Extracted material ->

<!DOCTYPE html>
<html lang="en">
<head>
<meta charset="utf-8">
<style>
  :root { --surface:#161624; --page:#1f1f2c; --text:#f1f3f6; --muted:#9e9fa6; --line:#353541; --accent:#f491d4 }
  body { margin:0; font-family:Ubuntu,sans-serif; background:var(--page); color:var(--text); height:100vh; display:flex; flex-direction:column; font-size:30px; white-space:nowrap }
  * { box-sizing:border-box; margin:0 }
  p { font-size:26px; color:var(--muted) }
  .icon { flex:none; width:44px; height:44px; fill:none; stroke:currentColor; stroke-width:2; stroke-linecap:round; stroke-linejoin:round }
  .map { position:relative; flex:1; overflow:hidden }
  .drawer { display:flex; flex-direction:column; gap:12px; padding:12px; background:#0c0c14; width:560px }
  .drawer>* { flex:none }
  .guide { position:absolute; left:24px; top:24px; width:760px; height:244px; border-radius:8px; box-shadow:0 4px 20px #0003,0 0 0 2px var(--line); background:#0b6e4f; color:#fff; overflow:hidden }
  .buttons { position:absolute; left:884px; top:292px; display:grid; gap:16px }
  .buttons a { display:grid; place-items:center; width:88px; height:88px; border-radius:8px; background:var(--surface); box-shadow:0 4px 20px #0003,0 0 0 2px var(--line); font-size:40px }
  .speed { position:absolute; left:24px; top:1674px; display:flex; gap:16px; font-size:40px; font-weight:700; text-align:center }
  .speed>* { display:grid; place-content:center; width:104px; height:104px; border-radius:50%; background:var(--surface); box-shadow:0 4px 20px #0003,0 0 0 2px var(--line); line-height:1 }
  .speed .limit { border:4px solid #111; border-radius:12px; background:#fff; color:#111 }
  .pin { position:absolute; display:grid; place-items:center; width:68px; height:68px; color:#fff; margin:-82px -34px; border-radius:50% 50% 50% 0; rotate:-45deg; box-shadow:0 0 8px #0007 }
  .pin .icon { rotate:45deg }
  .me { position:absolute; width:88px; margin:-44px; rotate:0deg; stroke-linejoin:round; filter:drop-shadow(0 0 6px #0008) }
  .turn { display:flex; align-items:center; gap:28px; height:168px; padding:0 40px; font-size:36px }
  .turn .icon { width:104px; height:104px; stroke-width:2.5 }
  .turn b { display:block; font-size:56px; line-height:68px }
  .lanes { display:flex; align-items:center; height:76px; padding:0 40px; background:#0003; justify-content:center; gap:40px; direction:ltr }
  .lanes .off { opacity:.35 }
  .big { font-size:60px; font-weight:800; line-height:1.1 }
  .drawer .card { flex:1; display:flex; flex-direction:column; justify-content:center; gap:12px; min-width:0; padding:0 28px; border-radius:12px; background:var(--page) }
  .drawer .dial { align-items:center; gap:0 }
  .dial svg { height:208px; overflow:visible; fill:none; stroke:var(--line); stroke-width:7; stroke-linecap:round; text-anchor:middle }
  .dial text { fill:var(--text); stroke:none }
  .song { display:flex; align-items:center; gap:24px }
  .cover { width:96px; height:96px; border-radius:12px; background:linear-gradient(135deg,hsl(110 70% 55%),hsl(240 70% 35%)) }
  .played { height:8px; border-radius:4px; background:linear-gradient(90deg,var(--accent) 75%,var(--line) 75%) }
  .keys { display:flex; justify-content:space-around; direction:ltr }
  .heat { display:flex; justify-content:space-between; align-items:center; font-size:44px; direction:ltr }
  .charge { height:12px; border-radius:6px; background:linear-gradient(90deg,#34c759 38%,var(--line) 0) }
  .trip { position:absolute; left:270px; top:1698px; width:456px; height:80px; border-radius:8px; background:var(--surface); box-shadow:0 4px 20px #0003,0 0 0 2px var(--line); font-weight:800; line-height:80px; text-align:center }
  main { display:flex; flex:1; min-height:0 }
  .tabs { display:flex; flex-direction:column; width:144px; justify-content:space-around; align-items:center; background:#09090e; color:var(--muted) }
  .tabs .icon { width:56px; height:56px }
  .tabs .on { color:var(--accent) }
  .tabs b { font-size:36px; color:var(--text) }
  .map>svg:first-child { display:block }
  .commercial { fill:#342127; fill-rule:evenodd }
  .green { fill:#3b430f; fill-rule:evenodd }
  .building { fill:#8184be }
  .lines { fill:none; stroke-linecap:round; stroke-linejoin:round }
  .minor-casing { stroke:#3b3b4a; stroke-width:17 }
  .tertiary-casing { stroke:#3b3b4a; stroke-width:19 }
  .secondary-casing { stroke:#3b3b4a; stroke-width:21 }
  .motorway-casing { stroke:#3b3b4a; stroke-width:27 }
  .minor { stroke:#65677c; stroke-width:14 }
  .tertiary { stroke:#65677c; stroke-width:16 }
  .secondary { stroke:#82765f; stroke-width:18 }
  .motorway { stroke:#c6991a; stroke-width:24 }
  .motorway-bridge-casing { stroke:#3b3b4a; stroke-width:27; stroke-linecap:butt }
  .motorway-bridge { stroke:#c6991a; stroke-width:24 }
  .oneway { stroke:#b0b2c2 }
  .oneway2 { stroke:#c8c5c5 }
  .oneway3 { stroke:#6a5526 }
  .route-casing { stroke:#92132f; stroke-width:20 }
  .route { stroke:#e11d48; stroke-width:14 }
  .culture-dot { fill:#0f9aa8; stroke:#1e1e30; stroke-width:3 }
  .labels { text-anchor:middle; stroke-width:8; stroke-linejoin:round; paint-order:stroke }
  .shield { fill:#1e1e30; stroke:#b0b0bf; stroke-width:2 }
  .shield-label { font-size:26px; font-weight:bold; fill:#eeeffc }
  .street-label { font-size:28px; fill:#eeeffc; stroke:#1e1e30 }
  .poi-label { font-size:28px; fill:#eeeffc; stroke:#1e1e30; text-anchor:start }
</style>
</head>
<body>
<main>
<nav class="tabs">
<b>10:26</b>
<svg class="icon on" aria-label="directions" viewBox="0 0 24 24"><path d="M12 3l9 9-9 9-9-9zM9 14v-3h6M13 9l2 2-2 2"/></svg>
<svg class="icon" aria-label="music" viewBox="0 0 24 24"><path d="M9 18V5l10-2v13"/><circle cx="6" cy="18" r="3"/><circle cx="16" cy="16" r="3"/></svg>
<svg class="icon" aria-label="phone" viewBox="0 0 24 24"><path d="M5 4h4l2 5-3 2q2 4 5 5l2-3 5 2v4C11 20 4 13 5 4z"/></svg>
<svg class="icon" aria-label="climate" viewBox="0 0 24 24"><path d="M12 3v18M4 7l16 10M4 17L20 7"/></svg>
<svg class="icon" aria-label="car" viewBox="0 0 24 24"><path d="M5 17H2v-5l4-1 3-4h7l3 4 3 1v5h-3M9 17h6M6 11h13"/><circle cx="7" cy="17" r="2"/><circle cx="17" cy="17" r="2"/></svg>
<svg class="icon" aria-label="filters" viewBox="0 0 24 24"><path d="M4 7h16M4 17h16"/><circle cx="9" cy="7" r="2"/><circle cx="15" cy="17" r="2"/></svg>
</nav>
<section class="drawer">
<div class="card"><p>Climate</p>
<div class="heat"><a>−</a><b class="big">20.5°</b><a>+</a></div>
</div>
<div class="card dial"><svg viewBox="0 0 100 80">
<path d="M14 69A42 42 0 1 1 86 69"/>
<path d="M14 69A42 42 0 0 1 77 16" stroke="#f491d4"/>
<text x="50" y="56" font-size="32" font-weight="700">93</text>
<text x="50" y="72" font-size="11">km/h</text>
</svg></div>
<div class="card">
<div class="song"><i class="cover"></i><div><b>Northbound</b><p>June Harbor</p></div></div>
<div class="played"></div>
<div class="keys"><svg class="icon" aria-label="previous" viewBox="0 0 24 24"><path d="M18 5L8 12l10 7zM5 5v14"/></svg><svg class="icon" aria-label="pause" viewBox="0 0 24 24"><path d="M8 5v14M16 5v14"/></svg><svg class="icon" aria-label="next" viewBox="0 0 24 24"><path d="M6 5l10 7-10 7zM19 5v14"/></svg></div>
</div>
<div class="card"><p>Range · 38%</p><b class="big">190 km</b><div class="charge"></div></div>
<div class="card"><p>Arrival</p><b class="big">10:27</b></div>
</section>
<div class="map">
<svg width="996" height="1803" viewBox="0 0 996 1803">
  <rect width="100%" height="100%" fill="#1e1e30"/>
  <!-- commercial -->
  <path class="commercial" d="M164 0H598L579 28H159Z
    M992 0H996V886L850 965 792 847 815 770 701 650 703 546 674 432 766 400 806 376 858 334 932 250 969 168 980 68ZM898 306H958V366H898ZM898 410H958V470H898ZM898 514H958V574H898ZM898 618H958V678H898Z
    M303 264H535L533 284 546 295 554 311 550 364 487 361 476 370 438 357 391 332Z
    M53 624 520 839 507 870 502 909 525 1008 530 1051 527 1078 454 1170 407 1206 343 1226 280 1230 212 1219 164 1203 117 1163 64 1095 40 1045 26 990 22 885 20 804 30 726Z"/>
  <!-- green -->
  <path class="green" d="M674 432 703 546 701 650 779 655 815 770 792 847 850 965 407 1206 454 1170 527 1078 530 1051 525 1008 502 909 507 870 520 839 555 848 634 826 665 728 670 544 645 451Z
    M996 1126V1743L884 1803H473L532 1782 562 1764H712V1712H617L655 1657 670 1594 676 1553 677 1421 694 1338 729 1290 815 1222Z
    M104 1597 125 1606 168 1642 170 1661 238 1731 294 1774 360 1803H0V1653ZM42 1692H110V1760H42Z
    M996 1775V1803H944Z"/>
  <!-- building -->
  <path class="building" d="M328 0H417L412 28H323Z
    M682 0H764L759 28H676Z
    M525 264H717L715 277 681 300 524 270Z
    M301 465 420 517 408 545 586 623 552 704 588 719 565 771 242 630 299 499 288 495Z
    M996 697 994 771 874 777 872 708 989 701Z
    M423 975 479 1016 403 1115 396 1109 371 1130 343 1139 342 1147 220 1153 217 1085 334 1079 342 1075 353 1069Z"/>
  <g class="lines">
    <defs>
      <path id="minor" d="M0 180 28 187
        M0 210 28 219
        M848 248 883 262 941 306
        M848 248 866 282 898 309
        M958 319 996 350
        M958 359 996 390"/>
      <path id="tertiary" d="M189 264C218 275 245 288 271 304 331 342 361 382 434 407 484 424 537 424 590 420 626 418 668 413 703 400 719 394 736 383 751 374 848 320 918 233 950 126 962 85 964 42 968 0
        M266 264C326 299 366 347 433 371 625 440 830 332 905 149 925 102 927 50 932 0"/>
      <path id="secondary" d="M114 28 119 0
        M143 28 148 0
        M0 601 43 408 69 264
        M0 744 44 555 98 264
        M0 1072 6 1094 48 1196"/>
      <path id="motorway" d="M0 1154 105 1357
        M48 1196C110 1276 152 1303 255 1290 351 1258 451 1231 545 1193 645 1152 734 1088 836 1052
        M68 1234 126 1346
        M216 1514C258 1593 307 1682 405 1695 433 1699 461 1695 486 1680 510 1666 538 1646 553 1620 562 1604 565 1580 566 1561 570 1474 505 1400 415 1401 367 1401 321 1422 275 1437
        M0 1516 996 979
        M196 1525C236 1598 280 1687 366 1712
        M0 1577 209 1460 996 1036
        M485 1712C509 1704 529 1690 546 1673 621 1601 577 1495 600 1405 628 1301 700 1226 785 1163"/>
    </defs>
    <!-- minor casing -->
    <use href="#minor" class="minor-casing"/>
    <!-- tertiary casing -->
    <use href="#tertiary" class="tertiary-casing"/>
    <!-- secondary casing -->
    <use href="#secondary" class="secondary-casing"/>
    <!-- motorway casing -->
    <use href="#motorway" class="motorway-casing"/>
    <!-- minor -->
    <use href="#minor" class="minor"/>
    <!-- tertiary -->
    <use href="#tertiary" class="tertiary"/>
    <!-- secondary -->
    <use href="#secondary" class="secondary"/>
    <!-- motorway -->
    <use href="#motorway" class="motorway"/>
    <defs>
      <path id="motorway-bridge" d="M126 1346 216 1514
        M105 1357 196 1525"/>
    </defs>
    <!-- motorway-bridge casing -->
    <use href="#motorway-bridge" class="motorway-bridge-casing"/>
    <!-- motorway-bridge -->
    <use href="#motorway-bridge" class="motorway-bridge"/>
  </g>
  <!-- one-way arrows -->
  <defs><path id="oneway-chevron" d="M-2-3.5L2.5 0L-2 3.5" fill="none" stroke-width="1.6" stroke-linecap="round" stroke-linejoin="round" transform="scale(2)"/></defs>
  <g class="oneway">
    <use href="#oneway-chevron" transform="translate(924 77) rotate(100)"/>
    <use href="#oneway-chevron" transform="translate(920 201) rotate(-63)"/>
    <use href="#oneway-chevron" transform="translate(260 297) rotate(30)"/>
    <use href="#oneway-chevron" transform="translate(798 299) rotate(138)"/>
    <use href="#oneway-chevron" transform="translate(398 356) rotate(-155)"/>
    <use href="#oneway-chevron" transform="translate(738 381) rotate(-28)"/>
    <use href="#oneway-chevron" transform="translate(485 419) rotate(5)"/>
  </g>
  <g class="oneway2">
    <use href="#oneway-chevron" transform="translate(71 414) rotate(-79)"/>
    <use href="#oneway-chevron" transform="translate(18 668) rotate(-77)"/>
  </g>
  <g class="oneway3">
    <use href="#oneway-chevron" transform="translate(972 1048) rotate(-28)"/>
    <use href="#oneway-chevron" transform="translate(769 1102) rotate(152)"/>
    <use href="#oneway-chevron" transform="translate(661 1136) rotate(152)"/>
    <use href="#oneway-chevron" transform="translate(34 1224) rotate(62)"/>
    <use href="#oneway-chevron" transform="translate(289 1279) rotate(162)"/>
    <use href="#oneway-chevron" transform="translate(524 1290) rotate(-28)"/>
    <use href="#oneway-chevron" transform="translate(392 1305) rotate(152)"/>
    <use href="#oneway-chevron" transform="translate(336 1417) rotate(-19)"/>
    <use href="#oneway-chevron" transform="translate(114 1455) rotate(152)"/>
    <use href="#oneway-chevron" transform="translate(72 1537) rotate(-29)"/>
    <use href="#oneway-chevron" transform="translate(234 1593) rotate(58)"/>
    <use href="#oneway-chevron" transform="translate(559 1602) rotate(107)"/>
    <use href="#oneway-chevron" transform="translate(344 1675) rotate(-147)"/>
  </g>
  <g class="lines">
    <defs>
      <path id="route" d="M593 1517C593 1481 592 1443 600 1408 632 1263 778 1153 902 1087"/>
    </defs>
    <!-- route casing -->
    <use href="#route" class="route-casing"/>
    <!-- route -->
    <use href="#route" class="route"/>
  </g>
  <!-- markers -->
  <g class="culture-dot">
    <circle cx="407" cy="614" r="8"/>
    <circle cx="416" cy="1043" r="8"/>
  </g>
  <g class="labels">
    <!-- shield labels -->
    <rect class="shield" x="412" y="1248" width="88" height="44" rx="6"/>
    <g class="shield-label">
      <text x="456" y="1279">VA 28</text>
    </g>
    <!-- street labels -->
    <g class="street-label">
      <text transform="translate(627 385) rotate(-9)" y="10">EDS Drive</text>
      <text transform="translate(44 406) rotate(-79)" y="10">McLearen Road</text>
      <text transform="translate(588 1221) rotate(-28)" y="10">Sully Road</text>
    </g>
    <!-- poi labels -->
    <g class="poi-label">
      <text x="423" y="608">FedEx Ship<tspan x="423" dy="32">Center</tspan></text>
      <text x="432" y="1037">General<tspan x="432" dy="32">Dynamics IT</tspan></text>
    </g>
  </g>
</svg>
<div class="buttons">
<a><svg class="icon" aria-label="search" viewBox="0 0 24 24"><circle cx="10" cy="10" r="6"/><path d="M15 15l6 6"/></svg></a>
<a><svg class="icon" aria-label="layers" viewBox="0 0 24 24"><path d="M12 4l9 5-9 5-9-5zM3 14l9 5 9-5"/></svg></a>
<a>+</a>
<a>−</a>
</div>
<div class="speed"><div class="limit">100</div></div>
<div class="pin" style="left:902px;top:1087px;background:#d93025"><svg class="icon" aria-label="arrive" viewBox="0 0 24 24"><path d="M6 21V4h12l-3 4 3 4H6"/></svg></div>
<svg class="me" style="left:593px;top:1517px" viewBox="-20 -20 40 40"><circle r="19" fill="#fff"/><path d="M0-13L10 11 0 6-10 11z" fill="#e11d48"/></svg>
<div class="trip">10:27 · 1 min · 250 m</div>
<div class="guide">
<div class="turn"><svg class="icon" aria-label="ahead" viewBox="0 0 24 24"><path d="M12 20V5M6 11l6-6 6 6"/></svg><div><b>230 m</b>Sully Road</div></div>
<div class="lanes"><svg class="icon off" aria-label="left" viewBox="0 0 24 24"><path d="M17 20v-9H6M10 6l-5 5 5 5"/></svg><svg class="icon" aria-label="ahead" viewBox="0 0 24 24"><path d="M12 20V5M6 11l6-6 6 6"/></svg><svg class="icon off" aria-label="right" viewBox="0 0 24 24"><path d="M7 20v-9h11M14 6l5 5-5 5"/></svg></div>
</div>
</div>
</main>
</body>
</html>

...

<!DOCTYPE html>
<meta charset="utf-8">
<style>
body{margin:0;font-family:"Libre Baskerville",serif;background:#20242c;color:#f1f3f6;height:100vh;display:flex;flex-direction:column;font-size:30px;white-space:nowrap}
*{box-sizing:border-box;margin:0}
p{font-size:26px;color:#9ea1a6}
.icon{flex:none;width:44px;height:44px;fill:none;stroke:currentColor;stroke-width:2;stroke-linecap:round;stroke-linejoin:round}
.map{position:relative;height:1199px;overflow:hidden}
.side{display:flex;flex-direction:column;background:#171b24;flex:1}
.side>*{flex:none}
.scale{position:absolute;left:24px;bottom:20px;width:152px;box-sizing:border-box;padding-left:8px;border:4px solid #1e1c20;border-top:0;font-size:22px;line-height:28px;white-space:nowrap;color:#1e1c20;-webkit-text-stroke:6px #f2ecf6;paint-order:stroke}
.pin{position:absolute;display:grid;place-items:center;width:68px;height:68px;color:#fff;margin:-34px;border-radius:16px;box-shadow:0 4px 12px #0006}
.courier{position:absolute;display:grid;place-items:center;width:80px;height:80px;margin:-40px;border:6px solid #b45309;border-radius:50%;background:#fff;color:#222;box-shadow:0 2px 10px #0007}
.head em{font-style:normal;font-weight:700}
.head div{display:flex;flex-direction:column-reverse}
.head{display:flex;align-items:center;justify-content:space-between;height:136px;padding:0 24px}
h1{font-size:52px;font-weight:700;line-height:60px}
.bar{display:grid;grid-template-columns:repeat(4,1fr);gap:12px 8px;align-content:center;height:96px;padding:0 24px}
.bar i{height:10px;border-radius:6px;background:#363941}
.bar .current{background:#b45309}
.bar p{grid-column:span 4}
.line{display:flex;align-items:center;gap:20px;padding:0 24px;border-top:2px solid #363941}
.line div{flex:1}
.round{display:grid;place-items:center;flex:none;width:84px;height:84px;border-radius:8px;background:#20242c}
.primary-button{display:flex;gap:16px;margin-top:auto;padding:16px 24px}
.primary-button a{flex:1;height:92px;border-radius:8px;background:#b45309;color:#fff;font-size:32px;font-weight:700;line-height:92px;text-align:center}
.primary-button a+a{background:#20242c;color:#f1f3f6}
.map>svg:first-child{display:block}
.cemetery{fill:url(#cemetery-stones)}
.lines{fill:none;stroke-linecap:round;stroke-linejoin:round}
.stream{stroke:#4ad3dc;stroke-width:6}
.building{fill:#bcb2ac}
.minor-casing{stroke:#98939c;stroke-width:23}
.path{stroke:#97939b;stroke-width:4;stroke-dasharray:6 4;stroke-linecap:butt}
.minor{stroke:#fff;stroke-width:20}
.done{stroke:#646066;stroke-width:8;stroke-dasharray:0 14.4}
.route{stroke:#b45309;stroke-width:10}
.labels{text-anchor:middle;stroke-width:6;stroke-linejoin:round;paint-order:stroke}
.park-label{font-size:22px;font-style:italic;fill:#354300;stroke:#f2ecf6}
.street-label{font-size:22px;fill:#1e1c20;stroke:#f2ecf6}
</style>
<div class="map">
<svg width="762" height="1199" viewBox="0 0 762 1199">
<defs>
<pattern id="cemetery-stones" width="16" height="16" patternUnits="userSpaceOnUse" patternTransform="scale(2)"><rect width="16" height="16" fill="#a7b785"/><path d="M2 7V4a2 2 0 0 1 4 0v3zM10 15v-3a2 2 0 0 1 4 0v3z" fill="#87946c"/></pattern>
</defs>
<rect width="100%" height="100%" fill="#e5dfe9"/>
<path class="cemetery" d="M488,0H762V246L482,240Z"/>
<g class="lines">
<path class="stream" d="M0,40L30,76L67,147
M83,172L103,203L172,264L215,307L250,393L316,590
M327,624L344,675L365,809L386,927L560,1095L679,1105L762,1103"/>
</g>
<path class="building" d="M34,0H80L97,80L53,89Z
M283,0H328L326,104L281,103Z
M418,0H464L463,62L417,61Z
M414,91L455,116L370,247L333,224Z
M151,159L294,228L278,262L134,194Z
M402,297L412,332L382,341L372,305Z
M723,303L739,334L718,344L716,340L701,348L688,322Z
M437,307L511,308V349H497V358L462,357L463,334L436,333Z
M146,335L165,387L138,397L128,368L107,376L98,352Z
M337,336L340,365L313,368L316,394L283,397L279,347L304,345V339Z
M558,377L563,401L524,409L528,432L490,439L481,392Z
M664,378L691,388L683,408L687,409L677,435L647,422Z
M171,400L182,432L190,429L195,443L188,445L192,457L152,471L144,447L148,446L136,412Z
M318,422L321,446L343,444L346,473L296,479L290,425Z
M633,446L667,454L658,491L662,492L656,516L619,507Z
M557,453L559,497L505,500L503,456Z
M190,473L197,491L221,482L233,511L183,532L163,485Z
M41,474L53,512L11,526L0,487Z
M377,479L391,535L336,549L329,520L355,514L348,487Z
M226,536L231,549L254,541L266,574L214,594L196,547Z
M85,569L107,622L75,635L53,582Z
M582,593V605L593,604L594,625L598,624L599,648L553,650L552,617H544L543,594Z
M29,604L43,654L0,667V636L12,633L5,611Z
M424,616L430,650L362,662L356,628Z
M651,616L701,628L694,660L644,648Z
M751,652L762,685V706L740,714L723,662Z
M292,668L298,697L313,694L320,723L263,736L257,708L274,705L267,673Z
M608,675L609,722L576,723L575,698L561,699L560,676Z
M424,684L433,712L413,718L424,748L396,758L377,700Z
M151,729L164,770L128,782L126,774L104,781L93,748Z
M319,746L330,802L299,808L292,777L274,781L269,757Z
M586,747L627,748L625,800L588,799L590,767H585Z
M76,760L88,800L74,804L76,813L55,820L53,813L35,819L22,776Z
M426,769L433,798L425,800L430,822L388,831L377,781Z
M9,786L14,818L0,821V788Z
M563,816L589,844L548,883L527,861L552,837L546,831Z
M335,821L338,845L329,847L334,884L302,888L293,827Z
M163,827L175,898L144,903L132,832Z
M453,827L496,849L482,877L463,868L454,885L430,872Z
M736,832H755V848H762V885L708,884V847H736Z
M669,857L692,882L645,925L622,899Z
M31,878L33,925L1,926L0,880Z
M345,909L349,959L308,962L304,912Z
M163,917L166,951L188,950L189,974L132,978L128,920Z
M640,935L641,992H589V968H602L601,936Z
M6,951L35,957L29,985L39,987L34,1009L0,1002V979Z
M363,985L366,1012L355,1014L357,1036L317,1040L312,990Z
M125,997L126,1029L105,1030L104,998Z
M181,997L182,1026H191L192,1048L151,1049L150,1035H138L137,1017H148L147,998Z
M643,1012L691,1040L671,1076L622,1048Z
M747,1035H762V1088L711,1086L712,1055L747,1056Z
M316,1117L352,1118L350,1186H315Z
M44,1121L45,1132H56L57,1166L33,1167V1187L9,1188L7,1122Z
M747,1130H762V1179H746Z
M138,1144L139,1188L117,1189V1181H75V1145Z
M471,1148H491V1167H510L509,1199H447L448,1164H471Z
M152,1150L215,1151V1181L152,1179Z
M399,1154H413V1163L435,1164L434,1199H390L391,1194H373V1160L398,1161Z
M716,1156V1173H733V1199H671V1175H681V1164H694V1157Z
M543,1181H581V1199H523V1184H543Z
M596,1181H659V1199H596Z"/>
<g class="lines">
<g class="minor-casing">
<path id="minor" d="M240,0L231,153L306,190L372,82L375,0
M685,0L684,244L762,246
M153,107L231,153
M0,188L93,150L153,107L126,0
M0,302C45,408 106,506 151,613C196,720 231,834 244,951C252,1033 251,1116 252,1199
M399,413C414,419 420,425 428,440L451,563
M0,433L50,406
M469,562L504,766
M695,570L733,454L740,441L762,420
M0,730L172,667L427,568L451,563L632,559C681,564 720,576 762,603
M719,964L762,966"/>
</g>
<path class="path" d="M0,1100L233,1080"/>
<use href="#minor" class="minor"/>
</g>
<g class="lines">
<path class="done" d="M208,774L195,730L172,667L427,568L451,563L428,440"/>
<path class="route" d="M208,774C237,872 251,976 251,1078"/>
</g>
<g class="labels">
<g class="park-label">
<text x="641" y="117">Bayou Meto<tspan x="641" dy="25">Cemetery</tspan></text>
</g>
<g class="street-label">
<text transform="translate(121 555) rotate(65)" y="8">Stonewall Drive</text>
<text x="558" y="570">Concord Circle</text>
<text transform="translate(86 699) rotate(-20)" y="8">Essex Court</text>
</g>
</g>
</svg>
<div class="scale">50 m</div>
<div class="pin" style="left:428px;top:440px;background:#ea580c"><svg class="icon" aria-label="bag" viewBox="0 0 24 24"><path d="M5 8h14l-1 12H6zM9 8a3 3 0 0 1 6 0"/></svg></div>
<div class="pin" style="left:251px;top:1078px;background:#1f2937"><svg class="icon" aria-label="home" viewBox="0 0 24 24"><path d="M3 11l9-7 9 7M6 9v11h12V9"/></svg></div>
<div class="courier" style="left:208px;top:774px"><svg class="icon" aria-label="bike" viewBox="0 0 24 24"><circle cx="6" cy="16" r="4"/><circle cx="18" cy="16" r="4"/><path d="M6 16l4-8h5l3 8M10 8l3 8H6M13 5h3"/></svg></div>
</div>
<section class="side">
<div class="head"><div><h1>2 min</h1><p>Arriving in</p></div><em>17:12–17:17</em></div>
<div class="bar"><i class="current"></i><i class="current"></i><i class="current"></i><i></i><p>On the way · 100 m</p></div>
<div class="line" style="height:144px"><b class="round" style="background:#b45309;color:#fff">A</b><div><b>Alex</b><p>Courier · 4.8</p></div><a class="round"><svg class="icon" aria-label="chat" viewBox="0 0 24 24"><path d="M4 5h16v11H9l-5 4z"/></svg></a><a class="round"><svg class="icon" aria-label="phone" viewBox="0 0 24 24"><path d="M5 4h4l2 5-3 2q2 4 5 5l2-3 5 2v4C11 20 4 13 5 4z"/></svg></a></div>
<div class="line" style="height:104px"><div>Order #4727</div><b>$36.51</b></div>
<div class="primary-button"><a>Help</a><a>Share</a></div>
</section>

Exercise aim ->
Return all lines in the entries above that carry the word "keys".

Result of the exercise ->
  .keys { display:flex; justify-content:space-around; direction:ltr }
<div class="keys"><svg class="icon" aria-label="previous" viewBox="0 0 24 24"><path d="M18 5L8 12l10 7zM5 5v14"/></svg><svg class="icon" aria-label="pause" viewBox="0 0 24 24"><path d="M8 5v14M16 5v14"/></svg><svg class="icon" aria-label="next" viewBox="0 0 24 24"><path d="M6 5l10 7-10 7zM19 5v14"/></svg></div>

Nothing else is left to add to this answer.